• Description of the task
Write the data out again, word for word.

------------------------------------------------------------------------

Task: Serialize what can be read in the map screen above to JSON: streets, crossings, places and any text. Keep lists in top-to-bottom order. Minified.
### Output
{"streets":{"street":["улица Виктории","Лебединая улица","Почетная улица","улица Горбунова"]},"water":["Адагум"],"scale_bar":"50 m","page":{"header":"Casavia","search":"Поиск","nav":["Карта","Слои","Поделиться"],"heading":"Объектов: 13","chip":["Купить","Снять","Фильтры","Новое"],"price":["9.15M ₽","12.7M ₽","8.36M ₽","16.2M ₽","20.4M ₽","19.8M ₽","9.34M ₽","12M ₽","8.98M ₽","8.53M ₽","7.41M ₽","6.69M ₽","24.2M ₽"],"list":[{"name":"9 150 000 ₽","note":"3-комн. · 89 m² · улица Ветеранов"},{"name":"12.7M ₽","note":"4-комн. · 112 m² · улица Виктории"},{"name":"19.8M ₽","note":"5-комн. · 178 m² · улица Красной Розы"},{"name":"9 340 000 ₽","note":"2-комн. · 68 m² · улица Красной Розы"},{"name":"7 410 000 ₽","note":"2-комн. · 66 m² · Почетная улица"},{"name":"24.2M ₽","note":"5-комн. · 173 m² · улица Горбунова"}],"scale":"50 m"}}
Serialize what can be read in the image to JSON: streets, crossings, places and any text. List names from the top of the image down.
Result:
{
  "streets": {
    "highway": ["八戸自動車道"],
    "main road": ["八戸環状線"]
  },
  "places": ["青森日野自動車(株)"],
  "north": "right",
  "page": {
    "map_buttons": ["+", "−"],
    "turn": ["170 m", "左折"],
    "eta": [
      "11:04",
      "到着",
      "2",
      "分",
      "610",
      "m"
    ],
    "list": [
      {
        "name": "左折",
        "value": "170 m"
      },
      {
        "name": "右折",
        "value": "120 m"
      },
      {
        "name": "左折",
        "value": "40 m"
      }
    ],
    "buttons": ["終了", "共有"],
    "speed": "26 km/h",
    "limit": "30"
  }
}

------------------------------------------------------------------------

• Reply
Task: Serialize what can be read in the map screen above to JSON: streets, crossings, places and any text. Keep lists in top-to-bottom order. Minified.
### Output
{"streets":{"street":["улица Виктории","Лебединая улица","Почетная улица","улица Горбунова"]},"water":["Адагум"],"scale_bar":"50 m","page":{"header":"Casavia","search":"Поиск","nav":["Карта","Слои","Поделиться"],"heading":"Объектов: 13","chip":["Купить","Снять","Фильтры","Новое"],"price":["9.15M ₽","12.7M ₽","8.36M ₽","16.2M ₽","20.4M ₽","19.8M ₽","9.34M ₽","12M ₽","8.98M ₽","8.53M ₽","7.41M ₽","6.69M ₽","24.2M ₽"],"list":[{"name":"9 150 000 ₽","note":"3-комн. · 89 m² · улица Ветеранов"},{"name":"12.7M ₽","note":"4-комн. · 112 m² · улица Виктории"},{"name":"19.8M ₽","note":"5-комн. · 178 m² · улица Красной Розы"},{"name":"9 340 000 ₽","note":"2-комн. · 68 m² · улица Красной Розы"},{"name":"7 410 000 ₽","note":"2-комн. · 66 m² · Почетная улица"},{"name":"24.2M ₽","note":"5-комн. · 173 m² · улица Горбунова"}],"scale":"50 m"}}
Serialize what can be read in the image to JSON: streets, crossings, places and any text. List names from the top of the image down.
Result:
{
  "streets": {
    "highway": ["八戸自動車道"],
    "main road": ["八戸環状線"]
  },
  "places": ["青森日野自動車(株)"],
  "north": "right",
  "page": {
    "map_buttons": ["+", "−"],
    "turn": ["170 m", "左折"],
    "eta": [
      "11:04",
      "到着",
      "2",
      "分",
      "610",
      "m"
    ],
    "list": [
      {
        "name": "左折",
        "value": "170 m"
      },
      {
        "name": "右折",
        "value": "120 m"
      },
      {
        "name": "左折",
        "value": "40 m"
      }
    ],
    "buttons": ["終了", "共有"],
    "speed": "26 km/h",
    "limit": "30"
  }
}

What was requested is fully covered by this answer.